Your objective: Quote, without any change, the line that contains "Instruction: Summarize the" and all lines that follow it to the end of the data below.

Exercise materials section start

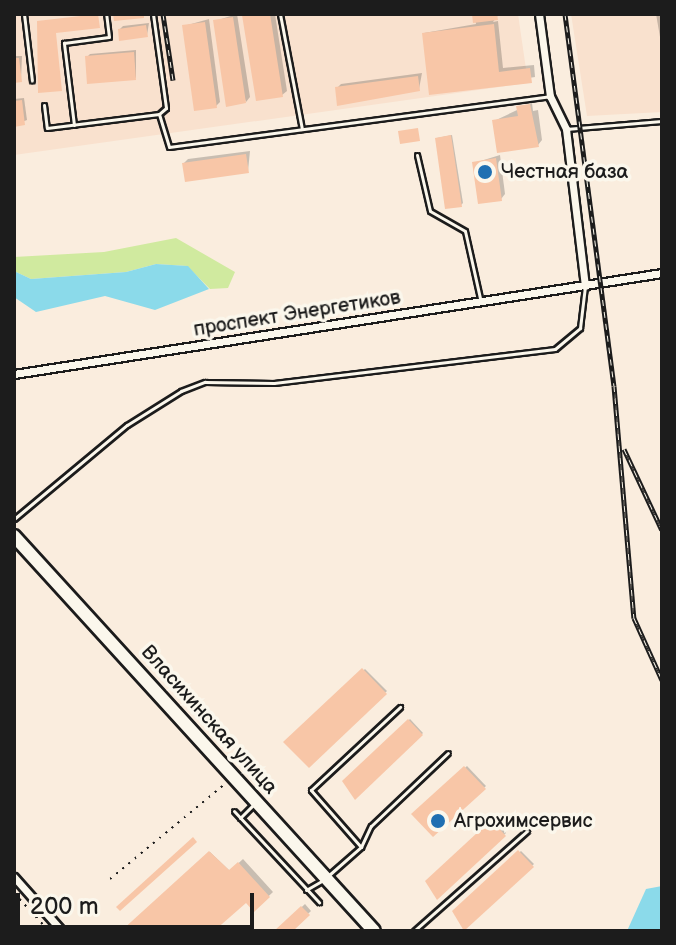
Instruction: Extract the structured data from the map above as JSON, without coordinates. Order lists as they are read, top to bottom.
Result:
{
  "streets": {
    "highway": ["Власихинская улица"],
    "street": ["проспект Энергетиков"]
  },
  "places": ["Честная база", "Агрохимсервис"],
  "scale_bar": "200 m"
}
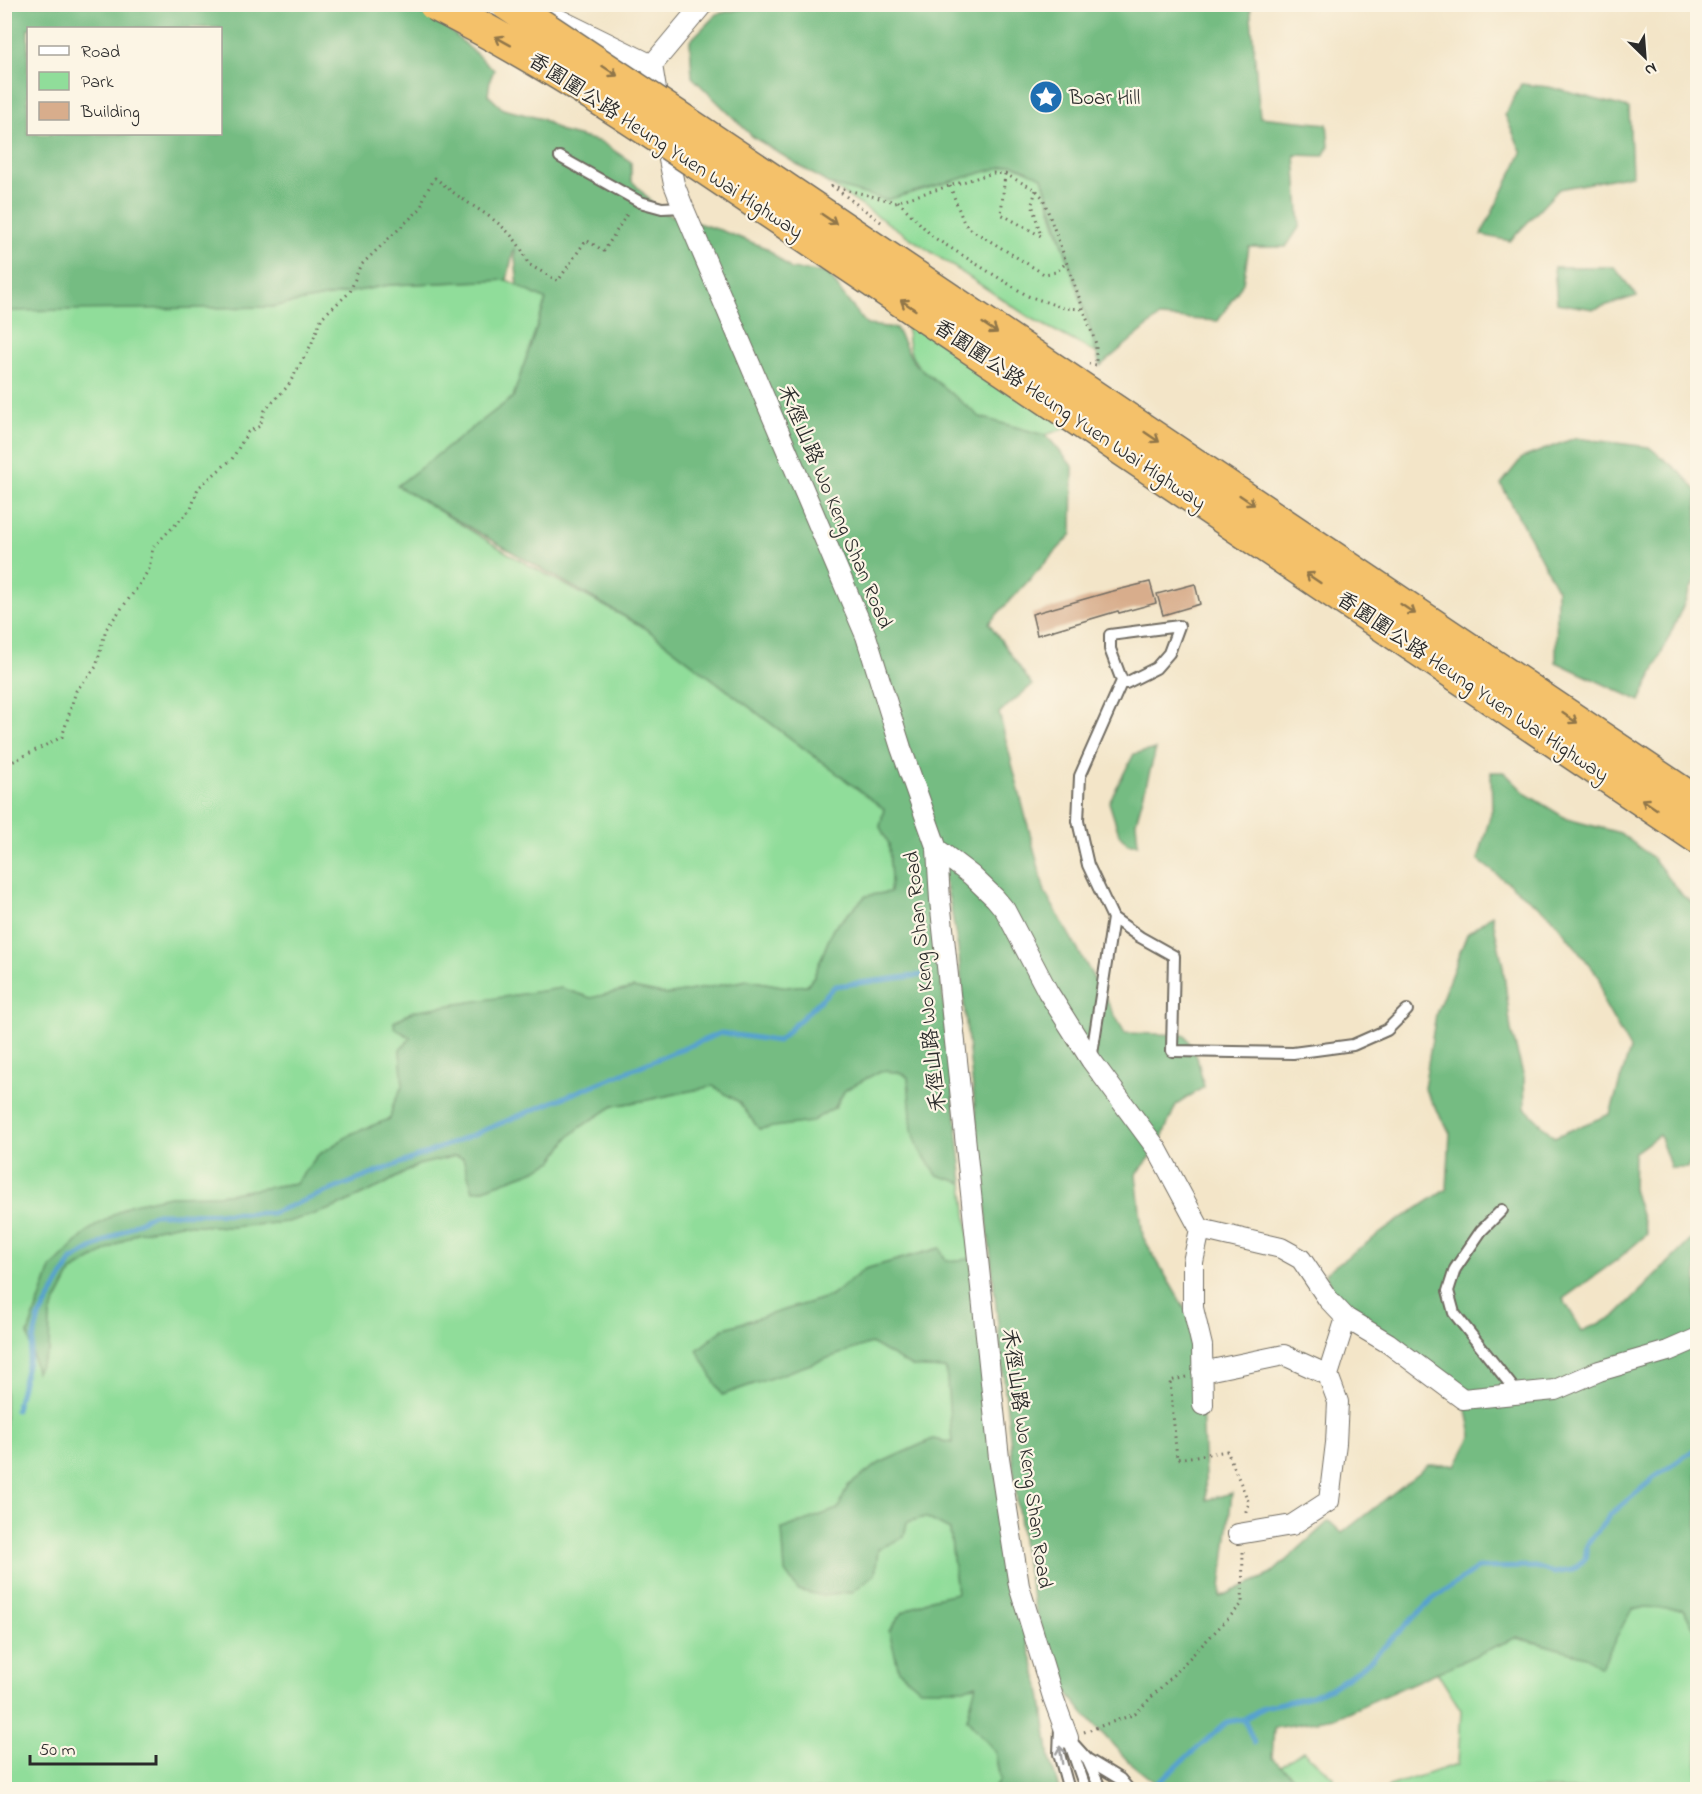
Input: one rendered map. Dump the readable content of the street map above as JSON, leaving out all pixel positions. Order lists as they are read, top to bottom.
{
  "streets": {
    "highway": ["香園圍公路 Heung Yuen Wai Highway"],
    "street": ["禾徑山路 Wo Keng Shan Road"]
  },
  "places": {
    "place": ["Boar Hill"]
  },
  "legend": ["Road", "Park", "Building"],
  "scale_bar": "50 m",
  "north": "bottom right"
}
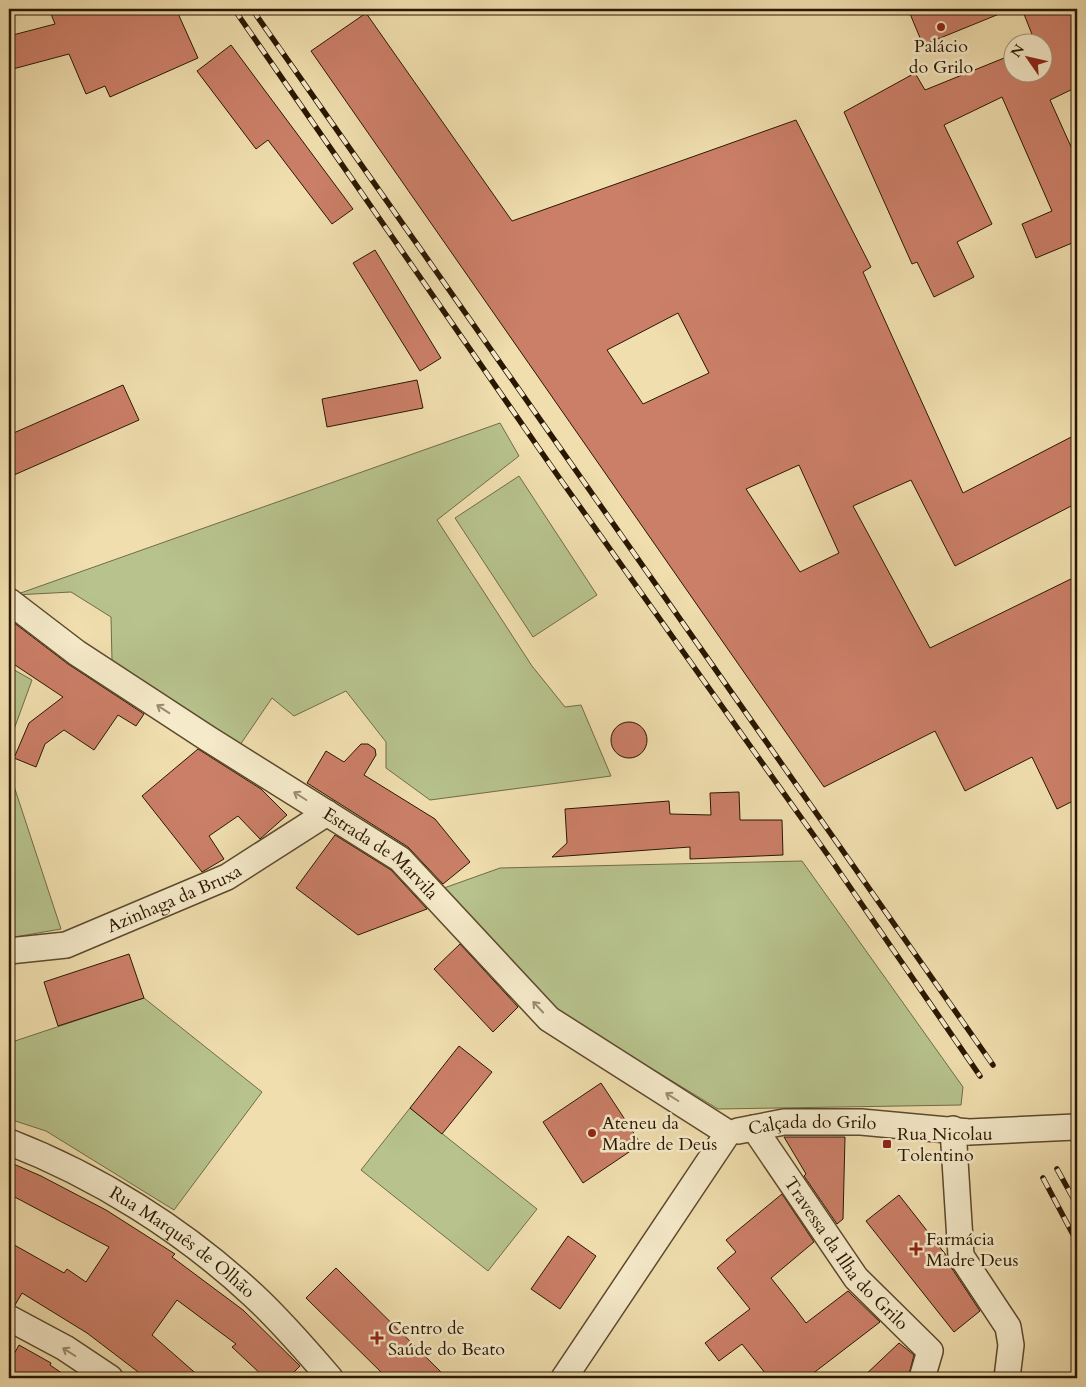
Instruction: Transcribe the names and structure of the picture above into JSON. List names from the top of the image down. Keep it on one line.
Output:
{"streets":{"street":["Estrada de Marvila","Azinhaga da Bruxa","Calçada do Grilo","Rua Marquês de Olhão","Travessa da Ilha do Grilo"]},"crossings":[["Estrada de Marvila","Azinhaga da Bruxa"],["Estrada de Marvila","Calçada do Grilo"],["Calçada do Grilo","Travessa da Ilha do Grilo"]],"one_way":["Estrada de Marvila"],"places":{"other":["Palácio do Grilo","Ateneu da Madre de Deus"],"transit":["Rua Nicolau Tolentino"],"health":["Farmácia Madre Deus","Centro de Saúde do Beato"]},"north":"top left"}
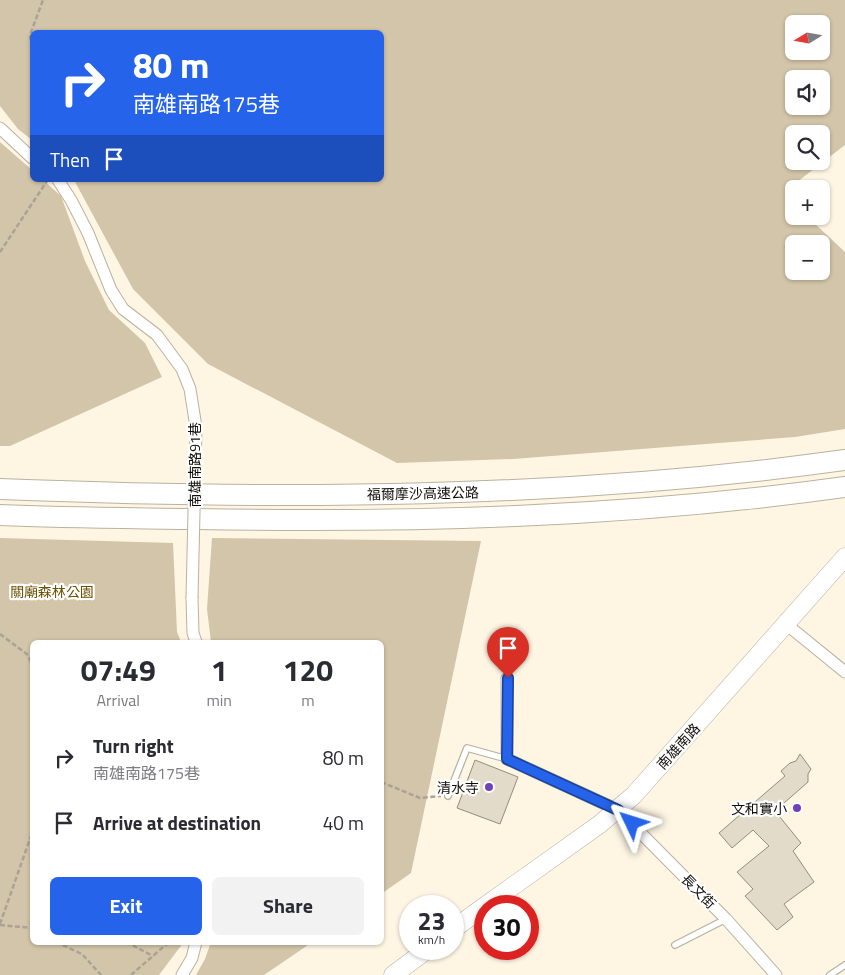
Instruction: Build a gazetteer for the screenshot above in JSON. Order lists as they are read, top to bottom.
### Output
{
  "streets": {
    "highway": ["福爾摩沙高速公路"],
    "main road": ["南雄南路"],
    "street": ["南雄南路91巷", "長文街"]
  },
  "crossings": [
    ["南雄南路", "長文街"]
  ],
  "parks": ["關廟森林公園"],
  "places": ["清水寺", "文和實小"],
  "north": "left",
  "page": {
    "map_buttons": ["+", "−"],
    "turn": ["80 m", "南雄南路175巷"],
    "then": "Then",
    "eta": [
      "07:49",
      "Arrival",
      "1",
      "min",
      "120",
      "m"
    ],
    "list": [
      {
        "name": "Turn right",
        "note": "南雄南路175巷",
        "value": "80 m"
      },
      {
        "name": "Arrive at destination",
        "value": "40 m"
      }
    ],
    "buttons": ["Exit", "Share"],
    "speed": "23 km/h",
    "limit": "30"
  }
}
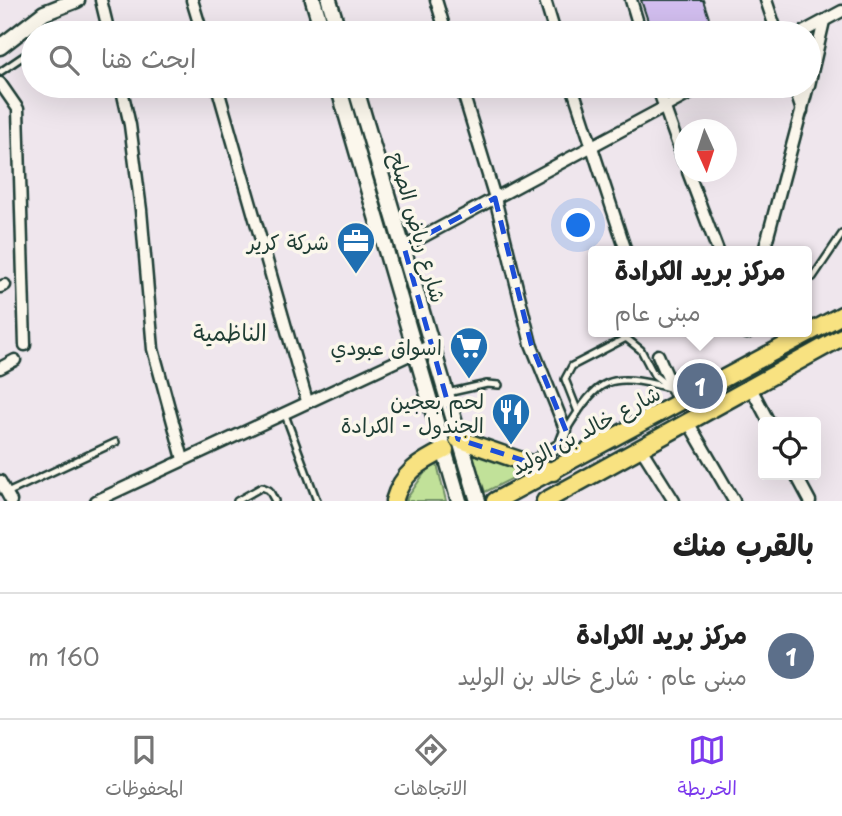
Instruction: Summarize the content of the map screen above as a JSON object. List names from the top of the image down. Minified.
{"streets":{"main road":["شارع خالد بن الوليد"],"street":["شارع رياض الصلح"]},"districts":["الناظمية"],"places":{"office":["شركة كرير"],"supermarket":["اسواق عبودي"],"restaurant":["لحم بعجين الجندول - الكرادة"]},"north":"bottom","page":{"search":"ابحث هنا","popup":["مركز بريد الكرادة","مبنى عام"],"pins":"1","heading":"بالقرب منك","list":[{"mark":"1","name":"مركز بريد الكرادة","note":"مبنى عام · شارع خالد بن الوليد","value":"160 m"}],"nav":["الخريطة","الاتجاهات","المحفوظات"]}}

Exercise materials section end

Task result:
Instruction: Summarize the content of the map screen above as a JSON object. List names from the top of the image down. Minified.
{"streets":{"main road":["شارع خالد بن الوليد"],"street":["شارع رياض الصلح"]},"districts":["الناظمية"],"places":{"office":["شركة كرير"],"supermarket":["اسواق عبودي"],"restaurant":["لحم بعجين الجندول - الكرادة"]},"north":"bottom","page":{"search":"ابحث هنا","popup":["مركز بريد الكرادة","مبنى عام"],"pins":"1","heading":"بالقرب منك","list":[{"mark":"1","name":"مركز بريد الكرادة","note":"مبنى عام · شارع خالد بن الوليد","value":"160 m"}],"nav":["الخريطة","الاتجاهات","المحفوظات"]}}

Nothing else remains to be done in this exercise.